> **REQUIRED WORK**
Every entry below should be printed exactly, without its images.

> **INPUT FOR THIS TASK**
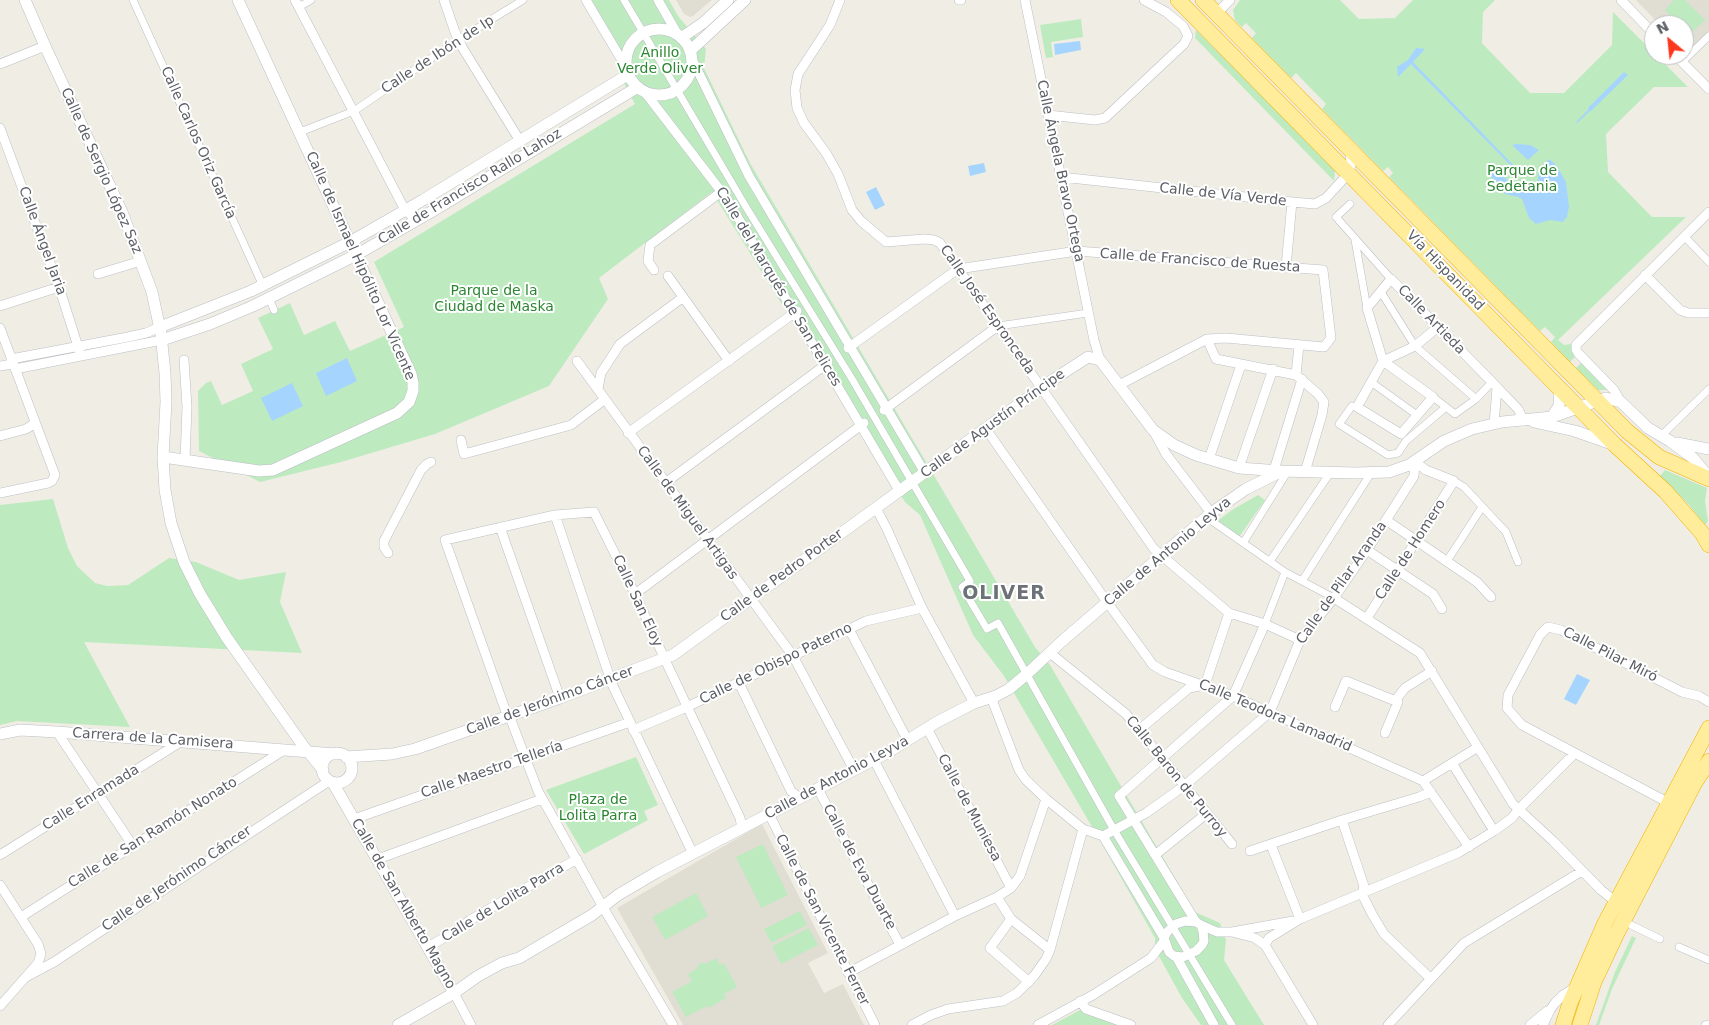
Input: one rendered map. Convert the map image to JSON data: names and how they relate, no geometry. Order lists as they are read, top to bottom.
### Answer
{
  "streets": {
    "highway": ["Vía Hispanidad"],
    "street": [
      "Calle de Ibón de Ip",
      "Calle Carlos Oriz García",
      "Calle de Sergio López Saz",
      "Calle Ángela Bravo Ortega",
      "Calle de Francisco Rallo Lahoz",
      "Calle de Vía Verde",
      "Calle Ángel Jaria",
      "Calle de Francisco de Ruesta",
      "Calle de Ismael Hipólito Lor Vicente",
      "Calle del Marqués de San Felices",
      "Calle José Espronceda",
      "Calle Artieda",
      "Calle de Agustín Príncipe",
      "Calle de Miguel Artigas",
      "Calle de Homero",
      "Calle de Antonio Leyva",
      "Calle de Pedro Porter",
      "Calle de Pilar Aranda",
      "Calle San Eloy",
      "Calle Pilar Miró",
      "Calle de Obispo Paterno",
      "Calle de Jerónimo Cáncer",
      "Calle Teodora Lamadrid",
      "Carrera de la Camisera",
      "Calle Maestro Tellería",
      "Calle Baron de Purroy",
      "Calle Enramada",
      "Calle de Muniesa",
      "Calle de San Ramón Nonato",
      "Calle de Eva Duarte",
      "Calle de Lolita Parra",
      "Calle de San Alberto Magno",
      "Calle de San Vicente Ferrer"
    ]
  },
  "crossings": [
    ["Calle de Ibón de Ip", "Calle de Ismael Hipólito Lor Vicente"],
    ["Calle Carlos Oriz García", "Calle de Francisco Rallo Lahoz"],
    ["Calle de Sergio López Saz", "Calle de Francisco Rallo Lahoz"],
    ["Calle de Sergio López Saz", "Calle de Ismael Hipólito Lor Vicente"],
    ["Calle de Sergio López Saz", "Carrera de la Camisera"],
    ["Calle Ángela Bravo Ortega", "Calle de Vía Verde"],
    ["Calle Ángela Bravo Ortega", "Calle de Francisco de Ruesta"],
    ["Calle Ángela Bravo Ortega", "Calle de Antonio Leyva"],
    ["Calle de Francisco Rallo Lahoz", "Calle Ángel Jaria"],
    ["Calle de Francisco Rallo Lahoz", "Calle de Ismael Hipólito Lor Vicente"],
    ["Calle de Francisco Rallo Lahoz", "Calle del Marqués de San Felices"],
    ["Calle de Vía Verde", "Vía Hispanidad"],
    ["Calle de Francisco de Ruesta", "Calle José Espronceda"],
    ["Calle del Marqués de San Felices", "Calle de Agustín Príncipe"],
    ["Calle del Marqués de San Felices", "Calle de Pedro Porter"],
    ["Calle José Espronceda", "Calle de Agustín Príncipe"],
    ["Calle José Espronceda", "Calle de Antonio Leyva"],
    ["Calle de Agustín Príncipe", "Calle de Pedro Porter"],
    ["Calle de Agustín Príncipe", "Calle Teodora Lamadrid"],
    ["Calle de Miguel Artigas", "Calle de Antonio Leyva"],
    ["Calle de Miguel Artigas", "Calle de Pedro Porter"],
    ["Calle de Miguel Artigas", "Calle de Obispo Paterno"],
    ["Calle de Antonio Leyva", "Calle San Eloy"],
    ["Calle de Antonio Leyva", "Calle Teodora Lamadrid"],
    ["Calle de Antonio Leyva", "Calle Baron de Purroy"],
    ["Calle de Antonio Leyva", "Calle de Muniesa"],
    ["Calle de Antonio Leyva", "Calle de Eva Duarte"],
    ["Calle de Antonio Leyva", "Calle de San Alberto Magno"],
    ["Calle de Antonio Leyva", "Calle de San Vicente Ferrer"],
    ["Calle de Pedro Porter", "Calle San Eloy"],
    ["Calle de Pedro Porter", "Calle de Jerónimo Cáncer"],
    ["Calle de Pilar Aranda", "Calle Teodora Lamadrid"],
    ["Calle de Pilar Aranda", "Calle Baron de Purroy"],
    ["Calle San Eloy", "Calle de Obispo Paterno"],
    ["Calle San Eloy", "Calle de Jerónimo Cáncer"],
    ["Calle de Obispo Paterno", "Calle Maestro Tellería"],
    ["Calle de Jerónimo Cáncer", "Carrera de la Camisera"],
    ["Calle de Jerónimo Cáncer", "Calle de San Alberto Magno"],
    ["Carrera de la Camisera", "Calle Enramada"],
    ["Carrera de la Camisera", "Calle de San Ramón Nonato"],
    ["Carrera de la Camisera", "Calle de San Alberto Magno"],
    ["Calle Maestro Tellería", "Calle de San Alberto Magno"],
    ["Calle de Lolita Parra", "Calle de San Alberto Magno"]
  ],
  "districts": ["OLIVER"],
  "parks": [
    "Anillo Verde Oliver",
    "Parque de Sedetania",
    "Parque de la Ciudad de Maska",
    "Plaza de Lolita Parra"
  ],
  "north": "top left"
}
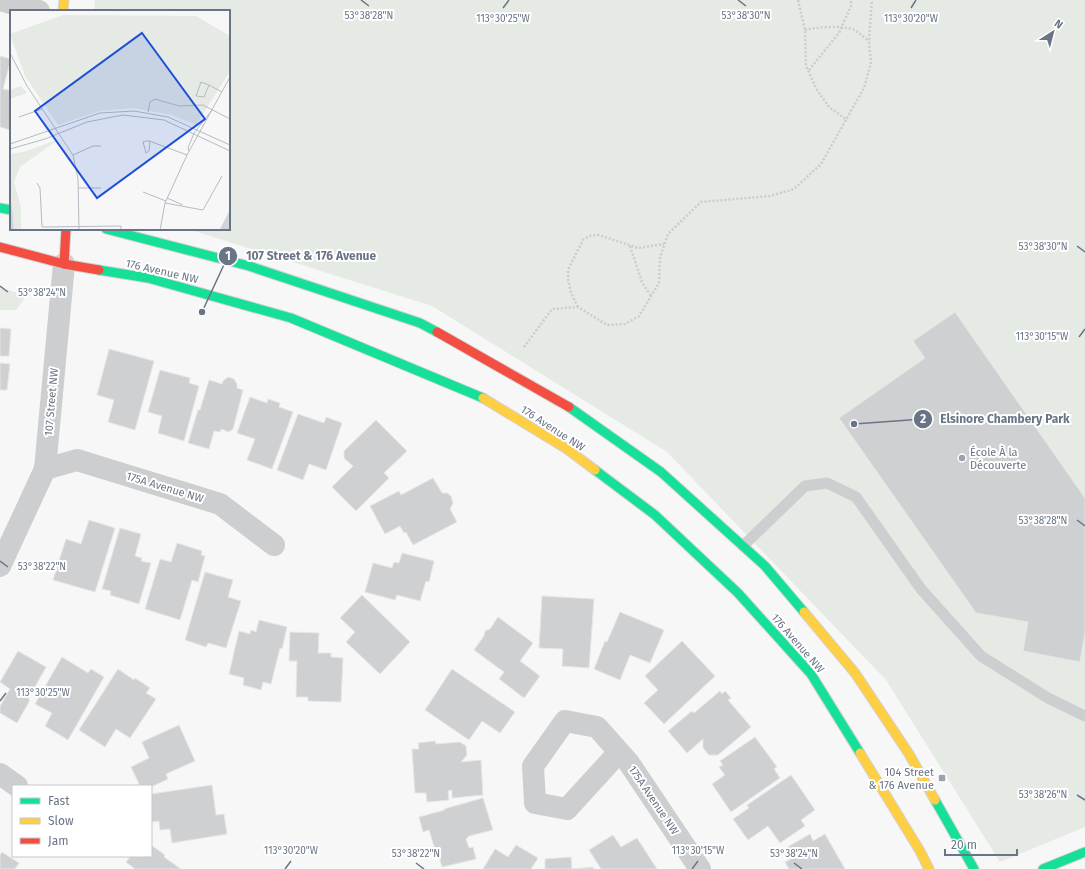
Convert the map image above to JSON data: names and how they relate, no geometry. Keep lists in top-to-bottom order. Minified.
{"streets":{"street":["176 Avenue NW","107 Street NW","175A Avenue NW"]},"crossings":[["176 Avenue NW","107 Street NW"],["107 Street NW","175A Avenue NW"]],"places":{"other":["107 Street & 176 Avenue","Elsinore Chambery Park","École À la Découverte"],"transit":["104 Street & 176 Avenue"]},"legend":["Fast","Slow","Jam"],"scale_bar":"20 m","north":"top right","coordinates":["53°38'28\"N","53°38'30\"N","113°30'25\"W","113°30'20\"W","53°38'24\"N","113°30'15\"W","53°38'22\"N","53°38'26\"N"]}
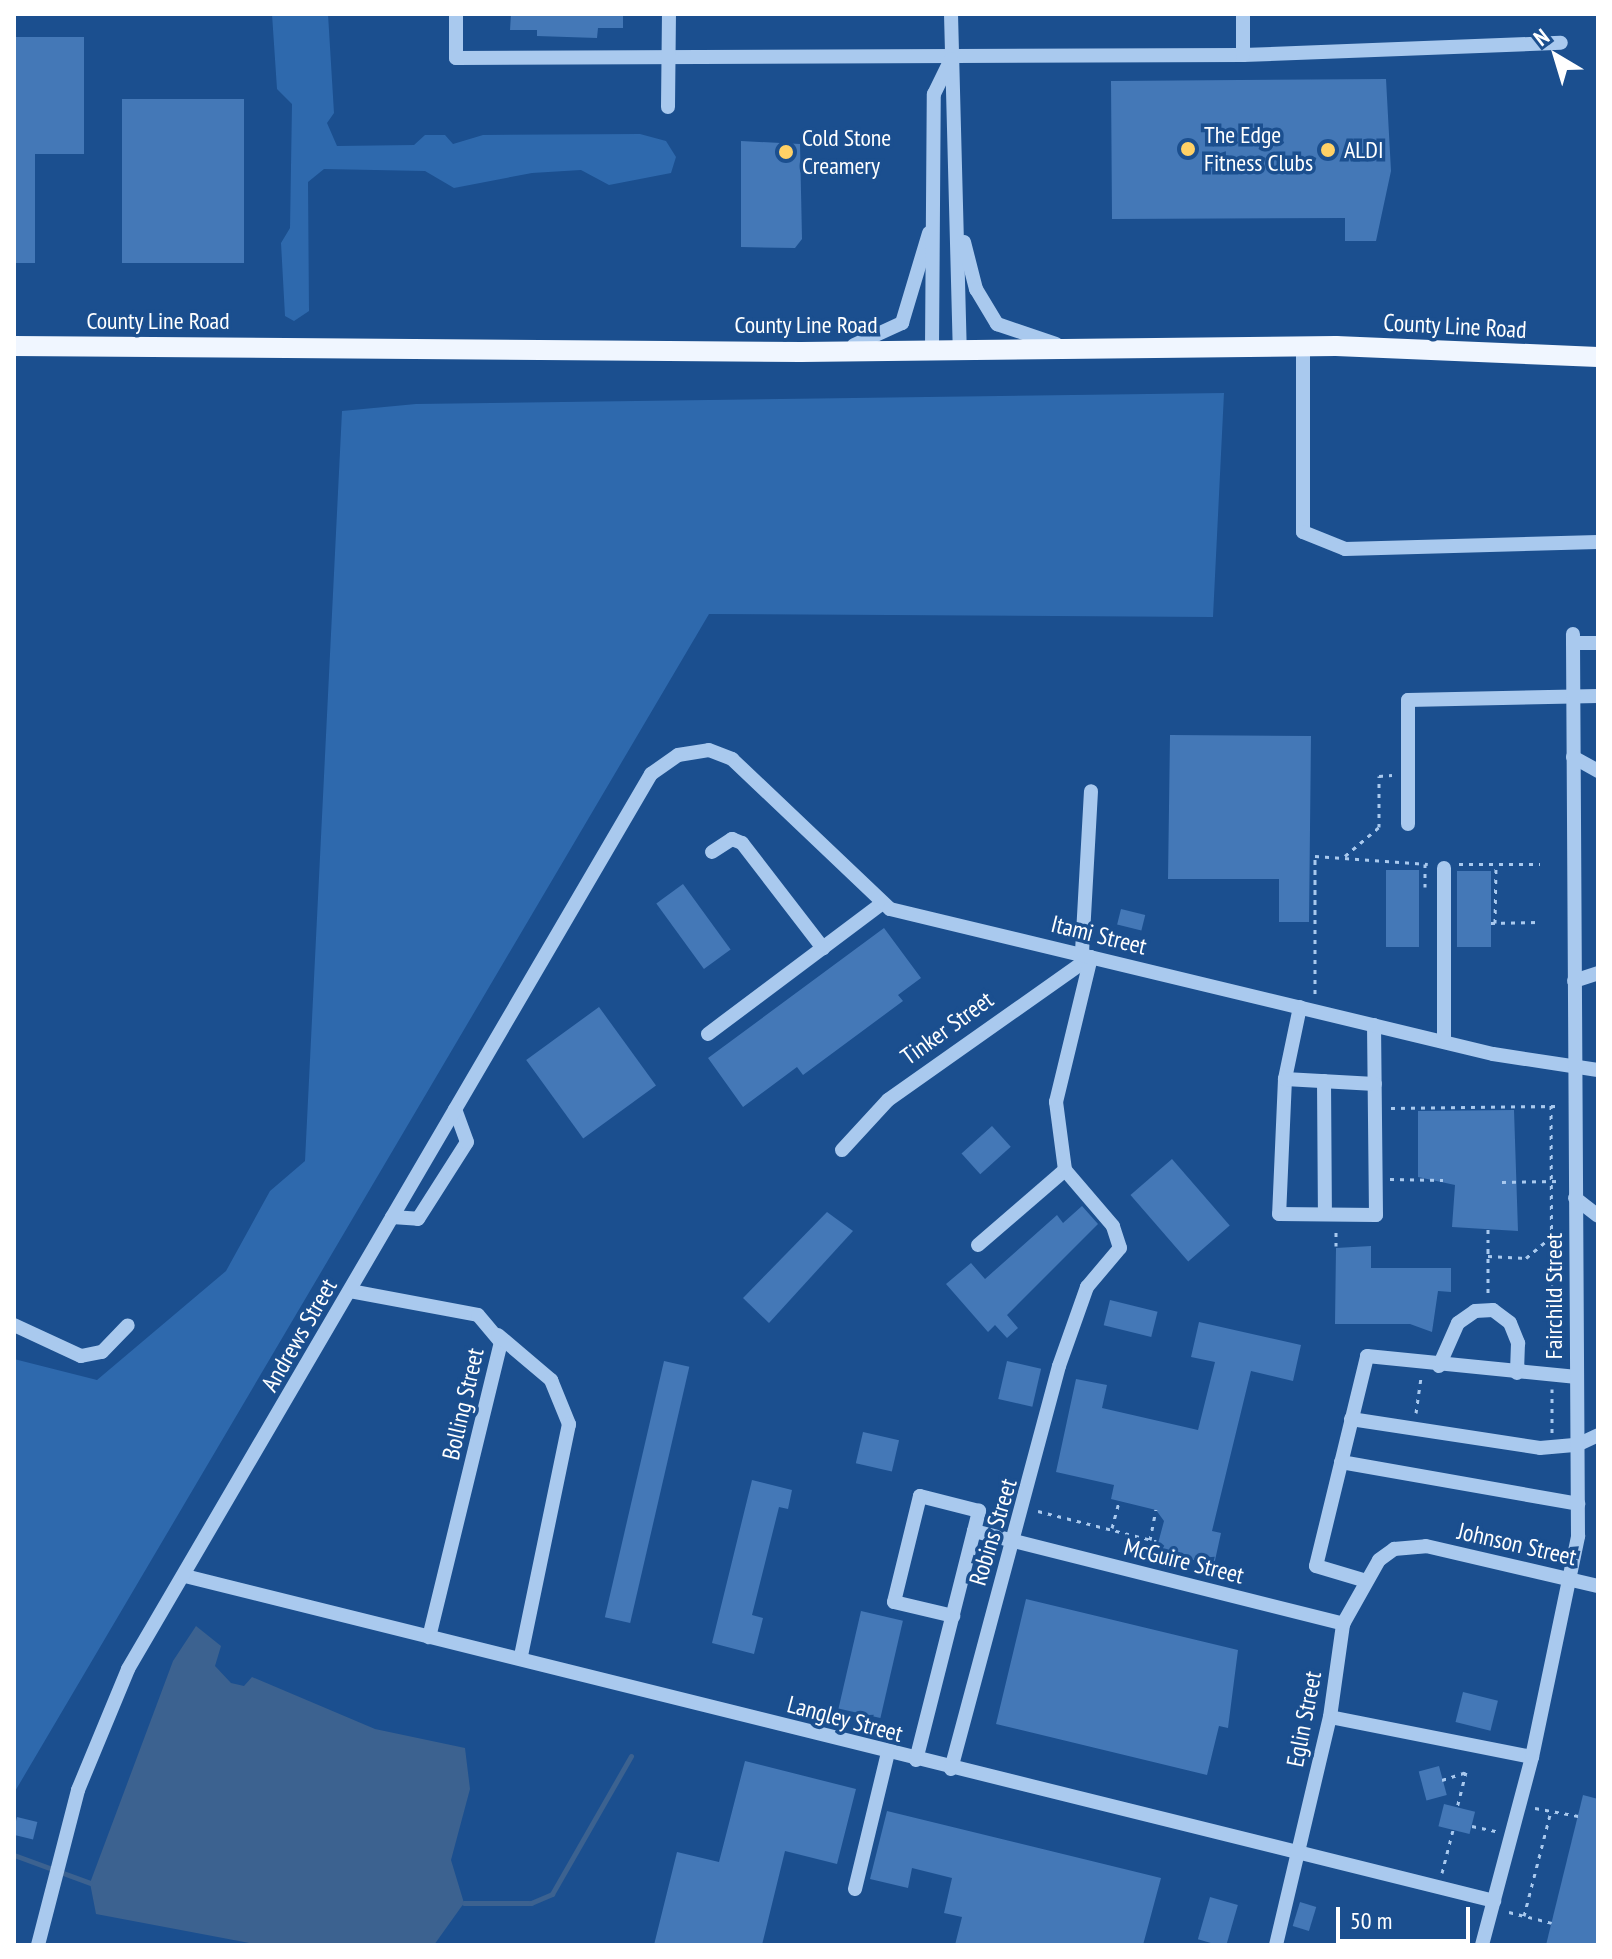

> **TASK SOLUTION**
Input: one rendered map. Convert the map image to JSON data: names and how they relate, no geometry. Order lists as they are read, top to bottom.
### Answer
{
  "streets": {
    "highway": ["Vía Hispanidad"],
    "street": [
      "Calle de Ibón de Ip",
      "Calle Carlos Oriz García",
      "Calle de Sergio López Saz",
      "Calle Ángela Bravo Ortega",
      "Calle de Francisco Rallo Lahoz",
      "Calle de Vía Verde",
      "Calle Ángel Jaria",
      "Calle de Francisco de Ruesta",
      "Calle de Ismael Hipólito Lor Vicente",
      "Calle del Marqués de San Felices",
      "Calle José Espronceda",
      "Calle Artieda",
      "Calle de Agustín Príncipe",
      "Calle de Miguel Artigas",
      "Calle de Homero",
      "Calle de Antonio Leyva",
      "Calle de Pedro Porter",
      "Calle de Pilar Aranda",
      "Calle San Eloy",
      "Calle Pilar Miró",
      "Calle de Obispo Paterno",
      "Calle de Jerónimo Cáncer",
      "Calle Teodora Lamadrid",
      "Carrera de la Camisera",
      "Calle Maestro Tellería",
      "Calle Baron de Purroy",
      "Calle Enramada",
      "Calle de Muniesa",
      "Calle de San Ramón Nonato",
      "Calle de Eva Duarte",
      "Calle de Lolita Parra",
      "Calle de San Alberto Magno",
      "Calle de San Vicente Ferrer"
    ]
  },
  "crossings": [
    ["Calle de Ibón de Ip", "Calle de Ismael Hipólito Lor Vicente"],
    ["Calle Carlos Oriz García", "Calle de Francisco Rallo Lahoz"],
    ["Calle de Sergio López Saz", "Calle de Francisco Rallo Lahoz"],
    ["Calle de Sergio López Saz", "Calle de Ismael Hipólito Lor Vicente"],
    ["Calle de Sergio López Saz", "Carrera de la Camisera"],
    ["Calle Ángela Bravo Ortega", "Calle de Vía Verde"],
    ["Calle Ángela Bravo Ortega", "Calle de Francisco de Ruesta"],
    ["Calle Ángela Bravo Ortega", "Calle de Antonio Leyva"],
    ["Calle de Francisco Rallo Lahoz", "Calle Ángel Jaria"],
    ["Calle de Francisco Rallo Lahoz", "Calle de Ismael Hipólito Lor Vicente"],
    ["Calle de Francisco Rallo Lahoz", "Calle del Marqués de San Felices"],
    ["Calle de Vía Verde", "Vía Hispanidad"],
    ["Calle de Francisco de Ruesta", "Calle José Espronceda"],
    ["Calle del Marqués de San Felices", "Calle de Agustín Príncipe"],
    ["Calle del Marqués de San Felices", "Calle de Pedro Porter"],
    ["Calle José Espronceda", "Calle de Agustín Príncipe"],
    ["Calle José Espronceda", "Calle de Antonio Leyva"],
    ["Calle de Agustín Príncipe", "Calle de Pedro Porter"],
    ["Calle de Agustín Príncipe", "Calle Teodora Lamadrid"],
    ["Calle de Miguel Artigas", "Calle de Antonio Leyva"],
    ["Calle de Miguel Artigas", "Calle de Pedro Porter"],
    ["Calle de Miguel Artigas", "Calle de Obispo Paterno"],
    ["Calle de Antonio Leyva", "Calle San Eloy"],
    ["Calle de Antonio Leyva", "Calle Teodora Lamadrid"],
    ["Calle de Antonio Leyva", "Calle Baron de Purroy"],
    ["Calle de Antonio Leyva", "Calle de Muniesa"],
    ["Calle de Antonio Leyva", "Calle de Eva Duarte"],
    ["Calle de Antonio Leyva", "Calle de San Alberto Magno"],
    ["Calle de Antonio Leyva", "Calle de San Vicente Ferrer"],
    ["Calle de Pedro Porter", "Calle San Eloy"],
    ["Calle de Pedro Porter", "Calle de Jerónimo Cáncer"],
    ["Calle de Pilar Aranda", "Calle Teodora Lamadrid"],
    ["Calle de Pilar Aranda", "Calle Baron de Purroy"],
    ["Calle San Eloy", "Calle de Obispo Paterno"],
    ["Calle San Eloy", "Calle de Jerónimo Cáncer"],
    ["Calle de Obispo Paterno", "Calle Maestro Tellería"],
    ["Calle de Jerónimo Cáncer", "Carrera de la Camisera"],
    ["Calle de Jerónimo Cáncer", "Calle de San Alberto Magno"],
    ["Carrera de la Camisera", "Calle Enramada"],
    ["Carrera de la Camisera", "Calle de San Ramón Nonato"],
    ["Carrera de la Camisera", "Calle de San Alberto Magno"],
    ["Calle Maestro Tellería", "Calle de San Alberto Magno"],
    ["Calle de Lolita Parra", "Calle de San Alberto Magno"]
  ],
  "districts": ["OLIVER"],
  "parks": [
    "Anillo Verde Oliver",
    "Parque de Sedetania",
    "Parque de la Ciudad de Maska",
    "Plaza de Lolita Parra"
  ],
  "north": "top left"
}
Convert the map image above to JSON data: names and how they relate, no geometry. Keep lists in top-to-bottom order. Minified.
{"streets":{"street":["176 Avenue NW","107 Street NW","175A Avenue NW"]},"crossings":[["176 Avenue NW","107 Street NW"],["107 Street NW","175A Avenue NW"]],"places":{"other":["107 Street & 176 Avenue","Elsinore Chambery Park","École À la Découverte"],"transit":["104 Street & 176 Avenue"]},"legend":["Fast","Slow","Jam"],"scale_bar":"20 m","north":"top right","coordinates":["53°38'28\"N","53°38'30\"N","113°30'25\"W","113°30'20\"W","53°38'24\"N","113°30'15\"W","53°38'22\"N","53°38'26\"N"]}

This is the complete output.